There were a lot of interesting trends, I hope you’ll read the full report but some things which were particularly notable included the following.
Regarding storage of the data, where it was kept, inhouse/outsourced etc:
- Eight in ten organizations who store sensitive information abroad are influenced by each country’s privacy laws requiring notification to cutomers of data breaches.
- Seven in ten organizations who store sensitive information abroad do so in countries where laws give them more autonomy.
- The economics of data storage abroad is playing a greater role in data decisions. More than half of organizations are reassessing the risks of processing data outside of their home country due to the economic downturn, compared to four in ten doing so in 2008.
In terms of attitudes towards securing the data itself:
- Employees’ adherence (or lack of) to security procedures is considered to be a greater challenge to organizations’ information security than the fact that there are multiple systems within the organization, or the insecurity of supply chain partner systems.
- Around half of organizations are looking to increase their IT security spending in regard to hardware upgrades, software upgrades and external hosting of data and other services.
And in terms of how much companies were spending to protect information, and on IT in general:
- Organizations are on average spending more than $1 million a day on their IT.
- Companies are spending $1 million a week to secure sensitive information abroad.
There were a lot of questions in the survey, and again I must thank the innumerable people who participated, both contributing their thoughts, and the teams who worked to collate all the results together.

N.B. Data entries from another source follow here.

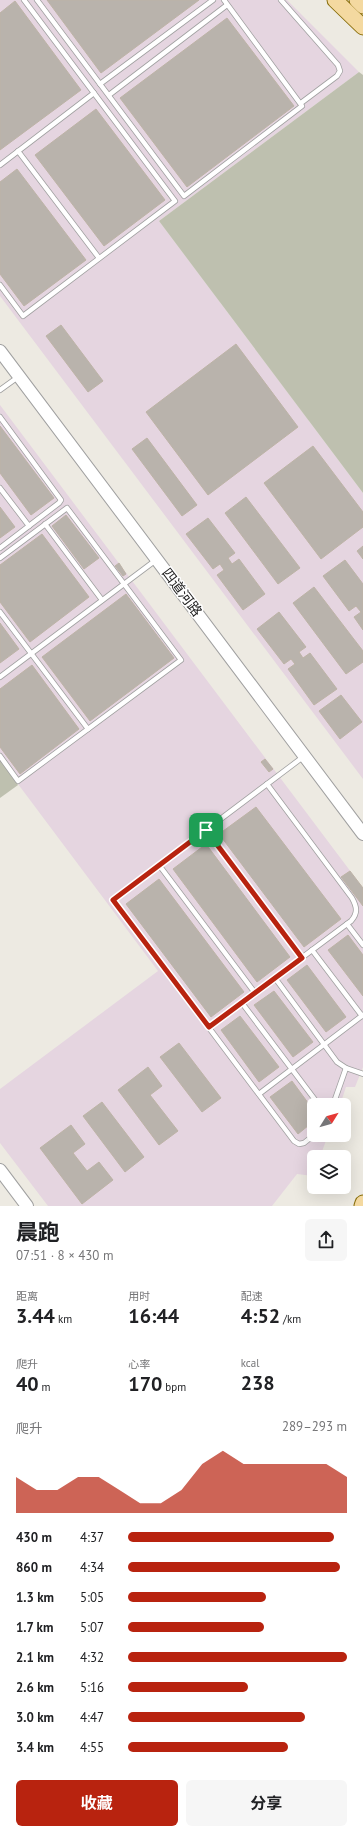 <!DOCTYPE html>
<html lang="zh">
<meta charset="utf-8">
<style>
:root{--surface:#fff;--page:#f6f6f6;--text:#202124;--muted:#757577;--accent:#b8230f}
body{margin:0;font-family:"PT Sans","Noto Sans SC",sans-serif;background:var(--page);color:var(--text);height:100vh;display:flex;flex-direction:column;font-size:15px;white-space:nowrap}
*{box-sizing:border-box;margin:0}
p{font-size:13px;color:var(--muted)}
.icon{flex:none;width:22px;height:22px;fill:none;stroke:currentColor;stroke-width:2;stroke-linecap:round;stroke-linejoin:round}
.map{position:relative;height:1206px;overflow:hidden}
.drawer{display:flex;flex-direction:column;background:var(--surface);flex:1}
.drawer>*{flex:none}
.needle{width:26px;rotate:53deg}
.tools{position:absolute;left:307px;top:1098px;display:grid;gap:8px}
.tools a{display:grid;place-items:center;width:44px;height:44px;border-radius:6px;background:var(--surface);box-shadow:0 4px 16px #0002;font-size:20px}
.pin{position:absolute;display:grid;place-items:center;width:34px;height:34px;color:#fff;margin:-17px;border-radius:8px;box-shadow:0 2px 6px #0006}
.round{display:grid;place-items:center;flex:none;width:42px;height:42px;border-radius:6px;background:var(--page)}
.overview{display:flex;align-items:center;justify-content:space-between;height:68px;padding:0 16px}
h1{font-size:22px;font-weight:700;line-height:30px}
.metrics{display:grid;grid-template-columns:repeat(3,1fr);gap:6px;height:68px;padding:4px 16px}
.metrics div{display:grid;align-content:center}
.metrics b{font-size:20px;font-weight:700}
.metrics small{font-size:11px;font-weight:400}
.metrics p{font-size:11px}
.chart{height:112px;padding:8px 16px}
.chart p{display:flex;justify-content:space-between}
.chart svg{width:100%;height:72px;margin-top:4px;fill:var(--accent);opacity:.7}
.primary-button{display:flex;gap:8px;margin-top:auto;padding:8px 16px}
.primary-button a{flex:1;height:46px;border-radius:6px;background:var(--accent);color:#fff;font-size:16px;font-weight:700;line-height:46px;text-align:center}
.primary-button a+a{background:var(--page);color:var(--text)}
ul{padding:0 16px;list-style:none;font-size:13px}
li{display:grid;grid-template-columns:64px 48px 1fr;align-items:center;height:30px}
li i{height:10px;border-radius:5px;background:var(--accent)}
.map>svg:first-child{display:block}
.industrial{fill:#e5d5e0}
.construction{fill:#bec0af}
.building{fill:#b9b3ac;stroke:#bdb3a6}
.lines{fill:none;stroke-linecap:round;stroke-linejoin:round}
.service-casing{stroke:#a0a0a0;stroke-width:6}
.tertiary-casing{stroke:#a0a0a0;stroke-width:14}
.primary-casing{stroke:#886e0b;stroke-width:17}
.service{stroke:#fff;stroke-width:4.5}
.tertiary{stroke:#fff;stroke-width:12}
.primary{stroke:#f4d9a0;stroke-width:15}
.route-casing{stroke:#fff;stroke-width:8}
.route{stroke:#b8230f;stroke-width:5}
.labels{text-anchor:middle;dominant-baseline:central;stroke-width:3;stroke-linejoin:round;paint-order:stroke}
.street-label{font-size:14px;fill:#1c1c1c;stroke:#fff}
</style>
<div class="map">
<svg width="363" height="1206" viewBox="0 0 363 1206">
<rect width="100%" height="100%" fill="#edeae2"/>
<g class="industrial">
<polygon points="0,0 287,0 359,72 159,221 363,493 363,779 0,296"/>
<polygon points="0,405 363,888 363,1067 355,1087 346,1087 340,1105 314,1105 314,1135 328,1135 320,1157 314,1157 313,1176 297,1174 272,1206 48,1206 0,1143 0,1089 158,971 0,760"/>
</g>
<g class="construction">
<polygon points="359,72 363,75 363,493 159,221"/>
<polygon points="0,760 18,785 0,798"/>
</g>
<g class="building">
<polygon points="47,0 199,0 101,73"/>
<polygon points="15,1 81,90 0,150 0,13"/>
<polygon points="227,18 294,106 187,187 120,98"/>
<polygon points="96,109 165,200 104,246 35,155"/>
<polygon points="17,169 86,260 24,306 0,274 0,182"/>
<polygon points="61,325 103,381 88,392 46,336"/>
<polygon points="236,344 298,427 208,495 146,412"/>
<polygon points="0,426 54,498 31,515 0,473"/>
<polygon points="147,438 197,505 182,516 132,449"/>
<polygon points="313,446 363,512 363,527 321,559 264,483"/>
<polygon points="246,497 300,568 278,584 225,513"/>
<polygon points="0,507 15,527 0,538"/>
<polygon points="66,515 99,558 84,569 52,526"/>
<polygon points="208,518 235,553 228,558 232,564 239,559 265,594 243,610 217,575 224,570 220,564 213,569 186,534"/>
<polygon points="42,534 89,597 30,642 0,602 0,565"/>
<polygon points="363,546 363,559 357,551"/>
<polygon points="345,560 363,584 363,630 354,617 361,612 356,606 349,611 323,576"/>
<polygon points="119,563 126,574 123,576 115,566"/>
<polygon points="314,587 363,651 363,662 346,674 293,603"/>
<polygon points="126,594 174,658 90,721 42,657"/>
<polygon points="279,612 306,647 299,652 303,658 310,653 337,689 314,705 288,669 295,664 291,659 284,664 257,629"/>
<polygon points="0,623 19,649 0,663"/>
<polygon points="32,665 79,729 20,774 0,747 0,689"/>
<polygon points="341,695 362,722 340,739 319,711"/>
<polygon points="265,759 273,769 269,772 261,762"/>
<polygon points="256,807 341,919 304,947 219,834"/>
<polygon points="206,844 290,957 257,982 173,869"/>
<polygon points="350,871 363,888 363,906 341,877"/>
<polygon points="159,879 244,992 211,1017 126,904"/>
<polygon points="348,935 363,955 363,996 328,950"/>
<polygon points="307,965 346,1017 326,1032 287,980"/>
<polygon points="274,991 313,1042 293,1057 254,1005"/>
<polygon points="240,1016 279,1067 259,1082 221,1030"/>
<polygon points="179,1043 221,1098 202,1112 160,1057"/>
<polygon points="148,1067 162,1086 150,1095 178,1131 159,1145 118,1090"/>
<polygon points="292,1081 314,1111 314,1121 298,1134 270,1097"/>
<polygon points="102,1102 144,1157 125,1172 83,1116"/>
<polygon points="71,1125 85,1144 73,1153 87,1171 99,1162 113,1180 82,1204 40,1148"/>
</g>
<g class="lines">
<g class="service-casing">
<g id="service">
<polyline points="37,0 184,196 302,106 224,0"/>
<polyline points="281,0 338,65 340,71 337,76 301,103"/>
<polyline points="100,84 213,0"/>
<polyline points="109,95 227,5"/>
<polyline points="18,151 99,258"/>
<polyline points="0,165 94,93"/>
<polyline points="0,285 23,316 175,201 24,0"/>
<polyline points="0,390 18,377"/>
<polyline points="0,417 61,500 59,503 0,548"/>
<polyline points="0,488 29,526"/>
<polyline points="45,524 102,600"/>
<polyline points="0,558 67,508 181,660 18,781 0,756"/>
<polyline points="0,612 88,729"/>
<polyline points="0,677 156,560"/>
<polyline points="303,757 113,900 294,1141 299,1144 304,1143 314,1135"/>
<polyline points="206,830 302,958"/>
<polyline points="159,865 255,993"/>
<polyline points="347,924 363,945"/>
<polyline points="312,950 362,1016"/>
<polyline points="275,978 337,1062 346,1068 363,1074"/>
<polyline points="242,1003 319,1105"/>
<path d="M 209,1027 L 351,921 C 358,913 357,907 352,898 L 267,784"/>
<polyline points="259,1094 363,1015"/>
<polyline points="333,1105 346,1068"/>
</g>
</g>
<g class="tertiary-casing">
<g id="tertiary">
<polyline points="0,351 363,834"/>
<polyline points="0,1170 27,1206"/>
</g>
</g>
<g class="primary-casing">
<g id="primary">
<polyline points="335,0 363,27"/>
<polyline points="357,0 363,6"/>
<polyline points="362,1206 363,1203"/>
</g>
</g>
<use href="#service" class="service"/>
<use href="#tertiary" class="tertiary"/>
<use href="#primary" class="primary"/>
</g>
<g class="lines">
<g class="route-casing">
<polygon id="route" points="206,830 302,958 209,1027 113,900"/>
</g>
<use href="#route" class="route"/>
</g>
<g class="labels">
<g class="street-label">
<text transform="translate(182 592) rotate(53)">四道河路</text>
</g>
</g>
</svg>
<div class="tools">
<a><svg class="needle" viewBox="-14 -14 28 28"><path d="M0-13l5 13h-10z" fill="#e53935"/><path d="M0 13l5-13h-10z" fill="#757577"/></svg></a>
<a><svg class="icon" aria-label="layers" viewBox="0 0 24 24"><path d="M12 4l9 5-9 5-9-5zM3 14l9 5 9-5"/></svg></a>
</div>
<div class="pin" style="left:206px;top:830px;background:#1e9e55"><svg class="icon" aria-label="arrive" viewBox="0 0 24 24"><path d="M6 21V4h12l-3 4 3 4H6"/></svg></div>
</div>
<section class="drawer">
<div class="overview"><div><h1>晨跑</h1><p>07:51 · 8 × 430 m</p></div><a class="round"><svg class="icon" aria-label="share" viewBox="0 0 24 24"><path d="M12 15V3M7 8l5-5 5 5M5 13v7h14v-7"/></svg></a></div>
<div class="metrics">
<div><p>距离</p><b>3.44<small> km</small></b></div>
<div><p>用时</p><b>16:44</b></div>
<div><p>配速</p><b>4:52<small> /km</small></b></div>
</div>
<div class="metrics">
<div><p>爬升</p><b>40<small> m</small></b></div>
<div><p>心率</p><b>170<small> bpm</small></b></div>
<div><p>kcal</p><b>238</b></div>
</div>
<div class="chart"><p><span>爬升</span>289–293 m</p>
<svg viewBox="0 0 160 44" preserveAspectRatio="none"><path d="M0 44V22L10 30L20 30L30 22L40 22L50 30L60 38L70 38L80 30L90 14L100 6L110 14L120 14L130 14L140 14L150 14L160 22V44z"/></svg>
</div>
<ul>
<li><b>430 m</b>4:37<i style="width:94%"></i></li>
<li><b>860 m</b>4:34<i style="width:97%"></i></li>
<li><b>1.3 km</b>5:05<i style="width:63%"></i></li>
<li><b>1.7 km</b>5:07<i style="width:62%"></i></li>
<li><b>2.1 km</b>4:32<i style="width:100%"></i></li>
<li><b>2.6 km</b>5:16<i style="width:55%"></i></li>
<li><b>3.0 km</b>4:47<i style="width:81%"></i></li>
<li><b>3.4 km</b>4:55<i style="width:73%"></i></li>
</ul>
<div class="primary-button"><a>收藏</a><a>分享</a></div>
</section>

Finally if you only get three key takeaways from this report, for me they would be:
- Corporate intellectual capital is the newest cybercrime currency. Cybercriminals have made the shift from stealing personal information, to targeting the corporate intellectual capital of some of the most well-known global organizations. Cybercriminals understand there is greater value in selling a corporations’ proprietary information and trade secrets which have little to virtually no protection resulting in intellectual capital as their new currency of choice.
- We’ve seen significant attacks targeting this type of information. Sophisticated attacks such as Operation Aurora, and even unsophisticated attacks like Night Dragon, have infiltrated some of the largest, and seemingly most protected corporations in the world. Criminals are targeting corporate intellectual capital and they are often succeeding.
- The distinction between insiders and outsiders is blurring. Sophisticated attackers infiltrate a network, steal valid credentials on the network, and operate freely – just as an insider would. Having defensive strategies against these blended insider threats is essential, and organizations need insider threat tools that can predict attacks based on software human behavior.